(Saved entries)
== Segment start ==
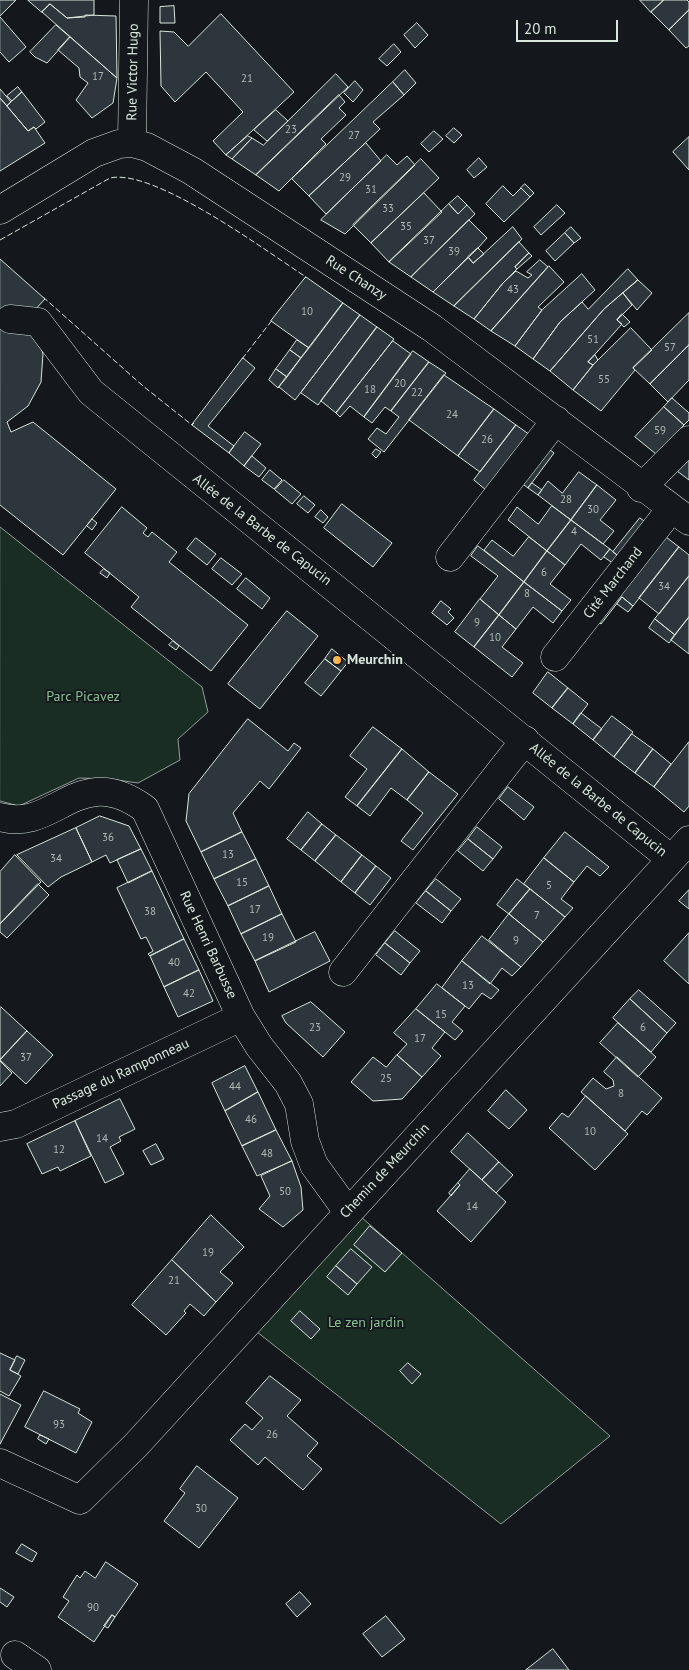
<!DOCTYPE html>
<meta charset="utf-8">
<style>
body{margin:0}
#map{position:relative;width:689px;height:1670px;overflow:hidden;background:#14181c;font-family:"PT Sans",sans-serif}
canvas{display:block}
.scale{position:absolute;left:516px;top:20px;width:102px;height:22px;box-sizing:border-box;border:2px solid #d8e6dc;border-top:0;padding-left:6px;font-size:15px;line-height:18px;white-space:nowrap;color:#d8e6dc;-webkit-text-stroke:4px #14181c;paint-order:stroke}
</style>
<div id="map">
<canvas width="689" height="1670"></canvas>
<div class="scale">20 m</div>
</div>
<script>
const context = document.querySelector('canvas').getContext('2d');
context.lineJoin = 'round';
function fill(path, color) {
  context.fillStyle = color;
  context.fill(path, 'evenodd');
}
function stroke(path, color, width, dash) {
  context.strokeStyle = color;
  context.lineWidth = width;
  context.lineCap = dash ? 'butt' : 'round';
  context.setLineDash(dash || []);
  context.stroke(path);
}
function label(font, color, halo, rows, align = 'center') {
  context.font = font + ' "PT Sans",sans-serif';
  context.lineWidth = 4;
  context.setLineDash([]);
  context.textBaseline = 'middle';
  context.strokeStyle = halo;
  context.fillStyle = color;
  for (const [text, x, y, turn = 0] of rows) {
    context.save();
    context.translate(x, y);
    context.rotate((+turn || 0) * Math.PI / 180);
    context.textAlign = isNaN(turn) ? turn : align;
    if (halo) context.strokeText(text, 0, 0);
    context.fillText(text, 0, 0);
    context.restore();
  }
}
const green = new Path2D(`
 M0,527L202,687L208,712L178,739L180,760L138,783L110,779L79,778L19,806L0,801Z
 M360,1216L610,1436L501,1524L257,1332Z`);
fill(green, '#1a2d24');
stroke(green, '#939e99', 1);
const building = new Path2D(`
 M0,0H16L0,16Z
 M28,0H94V15L67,18L50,4L42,12Z
 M640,0H664L651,12Z
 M664,0H687L689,2V10L669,30L651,12Z
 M50,4L67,18L85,17V15L116,16L117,78L42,12Z
 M174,6L175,23H160V7Z
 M689,10V46L686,48L669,30Z
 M221,14L294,92L226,155L213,141L243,112L206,72L175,102L161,86L160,31L174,32L188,46Z
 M0,17L26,47L9,62L0,52Z
 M417,23L428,35L415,48L404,35Z
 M56,25L70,37L47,63L35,57L30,52Z
 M70,37L117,78L113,103L92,118L76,100L88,83L80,77L79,68L58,50Z
 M394,44L401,52L387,66L379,59Z
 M405,70L416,83L404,95L393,82Z
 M336,74L348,87L256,175L232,159L252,138L263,145Z
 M355,81L363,90L353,102L344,93Z
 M393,82L404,95L373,122L380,129L309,196L292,179Z
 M18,87L22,92L12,101L7,96Z
 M0,89L11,102L7,106L0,98Z
 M22,92L45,122L36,129L34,127L28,131L7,106Z
 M339,95L345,102L339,108L346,115L321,139L326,144L279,191L256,175Z
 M0,98L28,131L34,127L45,143L0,171Z
 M276,110L288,121L267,141L254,130Z
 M454,128L462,135L454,143L446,136Z
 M434,131L443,139L429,152L421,144Z
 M248,136L252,138L232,159L226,155Z
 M689,137V170L673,152Z
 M366,143L381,161L326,214L309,196Z
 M387,155L397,165L407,156L415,165L345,234L321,220Z
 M479,158L487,167L474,178L467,170Z
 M421,159L439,178L371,243L353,225Z
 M525,184L534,193L530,197L521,188Z
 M503,186L513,196L521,188L530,197L504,222L486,204Z
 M424,193L442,212L389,262L371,243Z
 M458,196L467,205L458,214L449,204Z
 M449,204L458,214L467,205L475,214L411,277L389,262Z
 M557,205L565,213L541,235L534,227Z
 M469,220L487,238L478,248L433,292L411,277Z
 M513,227L522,239L454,306L433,292L468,257L473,263Z
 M571,227L581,238L574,243L565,233Z
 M565,233L574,243L555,261L546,251Z
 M519,242L529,253L515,267L517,269L503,283L474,319L454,306Z
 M478,248L484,254L473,263L468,257Z
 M529,253L532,256L517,269L515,267Z
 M0,259L45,299L31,314L43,354L41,382L28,406L7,422L11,432L33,422L116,489L63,555L0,505Z
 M540,260L548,267L491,331L474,319L503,283L516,271L528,278L532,275L527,272Z
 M549,266L564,282L538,307L542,310L515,346L491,331Z
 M628,269L638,280L604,309L550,371L533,359L560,322L582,302L588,309Z
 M582,274L595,290L560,322L533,359L515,346L542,310Z
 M306,277L343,303L309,348L271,321Z
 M638,280L652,293L637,310L623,293Z
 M623,293L632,305L617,320L622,324L588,362L593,365L573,390L550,371L604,309Z
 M343,303L360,315L295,400L279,387Z
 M689,313V345L650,384L633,368Z
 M622,314L630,322L624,327L617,320Z
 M360,315L377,327L318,405L301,393Z
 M377,327L394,339L336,413L321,401Z
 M631,328L652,350L633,368L635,370L601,411L573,390L593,365Z
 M297,340L309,348L301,358L290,350Z
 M393,341L411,354L364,417L350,406L340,417L336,413Z
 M689,345V380L668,402L650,384Z
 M290,350L301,358L287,377L276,369Z
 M413,351L429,362L391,411L385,407L372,423L364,417Z
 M595,355L598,360L593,365L588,362Z
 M243,358L255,368L208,426L234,446L229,453L192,425Z
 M429,362L446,373L384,452L368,439L377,428L386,434L399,417L391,411Z
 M276,369L287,377L278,388L269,380Z
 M444,375L494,409L458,456L409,420Z
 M672,398L689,413V420L684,425L664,407Z
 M664,407L684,425L656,454L635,437Z
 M494,409L516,425L480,472L458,456Z
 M516,425L537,440L493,496L474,480Z
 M245,432L261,444L244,466L229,453Z
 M541,443L554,453L528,488L515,478Z
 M376,449L381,452L376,458L372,454Z
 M252,456L266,468L259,477L244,466Z
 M689,459V480L677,471Z
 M270,470L282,480L274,489L262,480Z
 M579,472L597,485L571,520L538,495L548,481L562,493Z
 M284,480L301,494L292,504L275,490Z
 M532,483L542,490L538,495L528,488Z
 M597,485L616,500L600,520L614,531L603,544L571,520Z
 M304,496L315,505L308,513L297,504Z
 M342,504L392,543L373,567L324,528Z
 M552,506L571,520L547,551L508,520L517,507L538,524Z
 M122,507L147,528L143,533L148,537L152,532L177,552L169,562L248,625L211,671L131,607L139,597L85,553Z
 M321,510L328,517L323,523L315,517Z
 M640,518L653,528L626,561L613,552Z
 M92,519L97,523L92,530L87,526Z
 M571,520L610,549L601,560L581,544L565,565L547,551Z
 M658,531L679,547L633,606L622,597L601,624L591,616Z
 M529,537L547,551L524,582L484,550L492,540L513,556Z
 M196,538L216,554L207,565L187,549Z
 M478,546L524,582L499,615L480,599L498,576L471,556Z
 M679,547L689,555V576L659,614L639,598Z
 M610,549L619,557L614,564L604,557Z
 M547,551L565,565L550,584L571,600L562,611L524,582Z
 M221,558L242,574L232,585L212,569Z
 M104,569L110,573L107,578L100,573Z
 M689,576V617L675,635L655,619Z
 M246,578L270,598L262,609L237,589Z
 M524,582L562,611L553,623L533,607L516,629L499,615Z
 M622,597L633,606L628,612L617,604Z
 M480,599L499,615L474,647L455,632Z
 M441,601L451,609L448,612L454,618L447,625L432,613Z
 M287,611L318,636L260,709L228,684Z
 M499,615L516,629L502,647L523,663L512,677L474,647Z
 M689,617V654L671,640Z
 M655,619L675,635L669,643L649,628Z
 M173,641L179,646L176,650L169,645Z
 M332,649L348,662L341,671L325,659Z
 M325,659L341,671L321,696L305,683Z
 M548,672L568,688L552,708L533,693Z
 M568,688L588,704L573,724L552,708Z
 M581,713L602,729L593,740L573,724Z
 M612,716L633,732L614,757L593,740Z
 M248,719L288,751L294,743L301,748L269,789L260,781L233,813L242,832L201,852L186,821L189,794Z
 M373,727L402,749L357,806L345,797L367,769L350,756Z
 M632,734L653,749L635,773L614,757Z
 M689,742V806L684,812L654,787Z
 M402,749L429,772L407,800L391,788L370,816L357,806Z
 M653,749L671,764L654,787L635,773Z
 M429,772L458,794L413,850L401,841L423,813L407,800Z
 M508,787L534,807L524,820L499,799Z
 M308,812L322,824L301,850L287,839Z
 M100,816L129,826L141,849L110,863L106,855L92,862L76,828Z
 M322,824L336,835L315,861L301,850Z
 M477,827L502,847L493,859L468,839Z
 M76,828L92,862L61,877L48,887L17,855Z
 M242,832L256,859L214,879L201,852Z
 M565,832L609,867L600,876L587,866L574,882L544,858Z
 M336,835L362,855L341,882L315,861Z
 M468,839L493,859L483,871L458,851Z
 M141,849L152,871L128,883L117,860Z
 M15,855L41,882L0,924V872Z
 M362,855L376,866L355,893L341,882Z
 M544,858L574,882L561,899L573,908L565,917L524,884Z
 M256,859L269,886L228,906L214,879Z
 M376,866L391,878L370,905L355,893Z
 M152,871L184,939L150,956L148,954L153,951L146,937L141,939L117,888Z
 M436,879L461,899L451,911L426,891Z
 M517,879L530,889L509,914L497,905Z
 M38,884L49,895L7,938L0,932V924Z
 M269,886L282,914L241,934L228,906Z
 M530,889L565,917L543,942L509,914Z
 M689,890V909L679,901Z
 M426,891L451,911L442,923L416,903Z
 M282,914L296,942L255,961L241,934Z
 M509,914L543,942L521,967L489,940Z
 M395,931L420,951L410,963L385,943Z
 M315,932L330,961L269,992L255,961Z
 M689,933V984L664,961Z
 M482,936L521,967L512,976L502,968L490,984L462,961Z
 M184,939L199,970L164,987L150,956Z
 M385,943L410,963L401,975L376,955Z
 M462,961L499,990L491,999L482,993L469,1009L442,988Z
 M199,970L213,1001L178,1017L164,987Z
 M437,984L465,1006L452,1022L463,1031L455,1040L416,1009Z
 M639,990L676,1023L667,1033L630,999Z
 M630,999L667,1033L651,1052L613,1018Z
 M311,1002L345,1032L323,1057L286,1023L282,1016Z
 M1,1007L27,1031L0,1060V1008Z
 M416,1009L445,1032L432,1048L441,1056L422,1077L397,1055L407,1044L394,1033Z
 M618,1023L656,1057L638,1077L600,1043Z
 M27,1031L53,1055L26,1084L0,1060Z
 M397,1055L422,1077L402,1099L373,1101L351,1082L373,1057L386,1067Z
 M617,1057L662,1098L647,1115L642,1111L625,1131L581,1092L593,1078L606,1089L614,1086L613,1080L604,1072Z
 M0,1061L12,1073L0,1086Z
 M245,1066L258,1092L225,1111L212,1083Z
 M506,1090L527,1110L509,1129L488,1111Z
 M258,1092L276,1130L242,1146L225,1111Z
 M586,1096L628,1134L595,1170L549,1128L562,1113L568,1117Z
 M120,1099L135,1129L119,1137L121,1141L110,1147L124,1174L105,1183L75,1121Z
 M75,1121L91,1156L60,1171L58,1167L42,1174L27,1144Z
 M276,1130L292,1161L257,1176L242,1146Z
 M468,1133L499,1162L482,1180L451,1152Z
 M156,1144L164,1159L151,1165L143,1151Z
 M292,1161L301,1187L303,1210L283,1227L259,1209L270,1196L261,1176Z
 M499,1162L513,1175L496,1193L482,1180Z
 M470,1169L506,1202L471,1242L437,1211L460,1185L458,1183Z
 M458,1183L460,1185L451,1196L449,1193Z
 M211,1215L244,1247L220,1272L233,1283L216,1302L172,1260Z
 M370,1226L402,1253L385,1272L354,1245Z
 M351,1249L372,1267L357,1284L336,1266Z
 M172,1260L216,1302L204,1316L190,1304L184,1311L186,1313L166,1335L132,1305Z
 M336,1266L357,1284L348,1295L327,1277Z
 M300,1311L320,1329L311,1339L291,1321Z
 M0,1353L15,1360L10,1370L21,1376L9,1396L0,1391Z
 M17,1356L25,1360L18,1374L10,1370Z
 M408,1363L421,1374L412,1384L400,1371Z
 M270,1376L301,1400L287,1416L318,1443L307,1456L322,1469L303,1490L265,1457L258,1465L230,1440L245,1424L252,1430L263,1418L246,1403Z
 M44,1391L80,1409L78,1413L92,1422L76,1453L25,1427Z
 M0,1394L21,1405L0,1444Z
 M40,1435L49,1439L46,1444L38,1439Z
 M197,1466L238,1498L199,1548L164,1521L185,1493L180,1489Z
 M22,1544L37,1553L32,1562L16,1553Z
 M106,1562L138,1584L115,1617L112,1615L94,1642L58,1617L69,1601L63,1597L77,1575L80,1578L85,1571L95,1578Z
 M0,1588L14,1597L7,1607L0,1602Z
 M300,1592L311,1604L297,1617L286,1604Z
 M112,1615L115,1617L108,1628L104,1626Z
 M386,1616L405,1639L382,1657L363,1634Z
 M553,1649L569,1670H526Z`);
fill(building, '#2c363c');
stroke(building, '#d8e6dc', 1);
const minor = new Path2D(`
 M132,143L134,0
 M0,210L94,153L119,144L132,143L147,147L192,171L432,328L689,521
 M10,319L38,322L91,392L671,859
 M641,488L689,440
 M450,557L556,420
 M555,657L671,509
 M0,817C56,833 78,760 145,809L241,1017L259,1046L288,1083L299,1104L305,1141L314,1165L348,1212
 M343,972L525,740
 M0,1127L16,1124L241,1017
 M0,1463L80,1500L136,1445L689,840
 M15,1655L37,1670`);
stroke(minor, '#d8e6dc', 29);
stroke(minor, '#14181c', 28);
stroke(new Path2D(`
 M0,240L110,178C154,168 266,251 306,277L303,280
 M43,297L143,386L192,425L194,423
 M242,359L273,319`), '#d8e6dc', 1, [6, 2.5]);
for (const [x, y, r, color] of [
 [337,660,5,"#ffb74d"]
]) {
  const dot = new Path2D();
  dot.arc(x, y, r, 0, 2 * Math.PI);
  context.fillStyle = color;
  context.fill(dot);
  stroke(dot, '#14181c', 2);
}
label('11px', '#adbab4', null, [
 ["17",98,77],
 ["21",247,79],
 ["23",291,130],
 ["27",354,136],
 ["29",345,178],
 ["31",371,190],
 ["33",388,209],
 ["35",406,227],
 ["37",429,241],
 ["39",454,252],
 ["43",513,290],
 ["10",307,312],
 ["51",593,340],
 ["57",670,348],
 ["55",604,380],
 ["20",400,384],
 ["18",370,390],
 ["22",417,393],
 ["24",452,415],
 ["59",660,431],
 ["26",487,440],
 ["28",566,500],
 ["30",593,510],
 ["4",574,532],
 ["6",544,573],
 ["34",664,587],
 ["8",527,594],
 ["9",477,623],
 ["10",495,638],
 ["36",108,838],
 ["13",228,855],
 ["34",56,859],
 ["15",242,883],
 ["5",549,886],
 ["17",255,910],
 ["38",150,912],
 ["7",537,916],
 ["19",268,938],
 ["9",516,941],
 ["40",174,963],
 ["13",468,986],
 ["42",189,994],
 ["15",441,1015],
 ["23",315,1028],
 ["6",643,1028],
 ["17",420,1039],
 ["37",26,1058],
 ["25",386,1079],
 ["44",235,1087],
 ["8",621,1094],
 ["46",251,1120],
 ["10",590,1132],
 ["14",102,1139],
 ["12",59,1150],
 ["48",267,1154],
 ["50",285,1192],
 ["14",472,1207],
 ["19",208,1253],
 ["21",174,1281],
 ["93",59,1425],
 ["26",272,1435],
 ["30",201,1509],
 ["90",93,1608]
]);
label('14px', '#d8e6dc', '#14181c', [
 ["Rue Victor Hugo",133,72,-89],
 ["Rue Chanzy",356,278,33],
 ["Allée de la Barbe de Capucin",262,530,38],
 ["Cité Marchand",613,583,-52],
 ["Allée de la Barbe de Capucin",598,800,39],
 ["Rue Henri Barbusse",208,945,65],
 ["Passage du Ramponneau",121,1074,-25],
 ["Chemin de Meurchin",385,1171,-47]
]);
label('bold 14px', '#d8e6dc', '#14181c', [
 ["Meurchin",347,660]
], 'left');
label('14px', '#8ac095', '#14181c', [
 ["Parc Picavez",83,697],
 ["Le zen jardin",366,1323]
]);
</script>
== Segment end ==
WHAT THIS TASK INVOLVES: Beginning with the line above that contains "context.lineJoin = 'round';", copy each line exactly up to and including the line that contains "M366,143L381,161L326,214L309,196Z", and go no further.

SOLUTION TO THE EXERCISE:
context.lineJoin = 'round';
function fill(path, color) {
  context.fillStyle = color;
  context.fill(path, 'evenodd');
}
function stroke(path, color, width, dash) {
  context.strokeStyle = color;
  context.lineWidth = width;
  context.lineCap = dash ? 'butt' : 'round';
  context.setLineDash(dash || []);
  context.stroke(path);
}
function label(font, color, halo, rows, align = 'center') {
  context.font = font + ' "PT Sans",sans-serif';
  context.lineWidth = 4;
  context.setLineDash([]);
  context.textBaseline = 'middle';
  context.strokeStyle = halo;
  context.fillStyle = color;
  for (const [text, x, y, turn = 0] of rows) {
    context.save();
    context.translate(x, y);
    context.rotate((+turn || 0) * Math.PI / 180);
    context.textAlign = isNaN(turn) ? turn : align;
    if (halo) context.strokeText(text, 0, 0);
    context.fillText(text, 0, 0);
    context.restore();
  }
}
const green = new Path2D(`
 M0,527L202,687L208,712L178,739L180,760L138,783L110,779L79,778L19,806L0,801Z
 M360,1216L610,1436L501,1524L257,1332Z`);
fill(green, '#1a2d24');
stroke(green, '#939e99', 1);
const building = new Path2D(`
 M0,0H16L0,16Z
 M28,0H94V15L67,18L50,4L42,12Z
 M640,0H664L651,12Z
 M664,0H687L689,2V10L669,30L651,12Z
 M50,4L67,18L85,17V15L116,16L117,78L42,12Z
 M174,6L175,23H160V7Z
 M689,10V46L686,48L669,30Z
 M221,14L294,92L226,155L213,141L243,112L206,72L175,102L161,86L160,31L174,32L188,46Z
 M0,17L26,47L9,62L0,52Z
 M417,23L428,35L415,48L404,35Z
 M56,25L70,37L47,63L35,57L30,52Z
 M70,37L117,78L113,103L92,118L76,100L88,83L80,77L79,68L58,50Z
 M394,44L401,52L387,66L379,59Z
 M405,70L416,83L404,95L393,82Z
 M336,74L348,87L256,175L232,159L252,138L263,145Z
 M355,81L363,90L353,102L344,93Z
 M393,82L404,95L373,122L380,129L309,196L292,179Z
 M18,87L22,92L12,101L7,96Z
 M0,89L11,102L7,106L0,98Z
 M22,92L45,122L36,129L34,127L28,131L7,106Z
 M339,95L345,102L339,108L346,115L321,139L326,144L279,191L256,175Z
 M0,98L28,131L34,127L45,143L0,171Z
 M276,110L288,121L267,141L254,130Z
 M454,128L462,135L454,143L446,136Z
 M434,131L443,139L429,152L421,144Z
 M248,136L252,138L232,159L226,155Z
 M689,137V170L673,152Z
 M366,143L381,161L326,214L309,196Z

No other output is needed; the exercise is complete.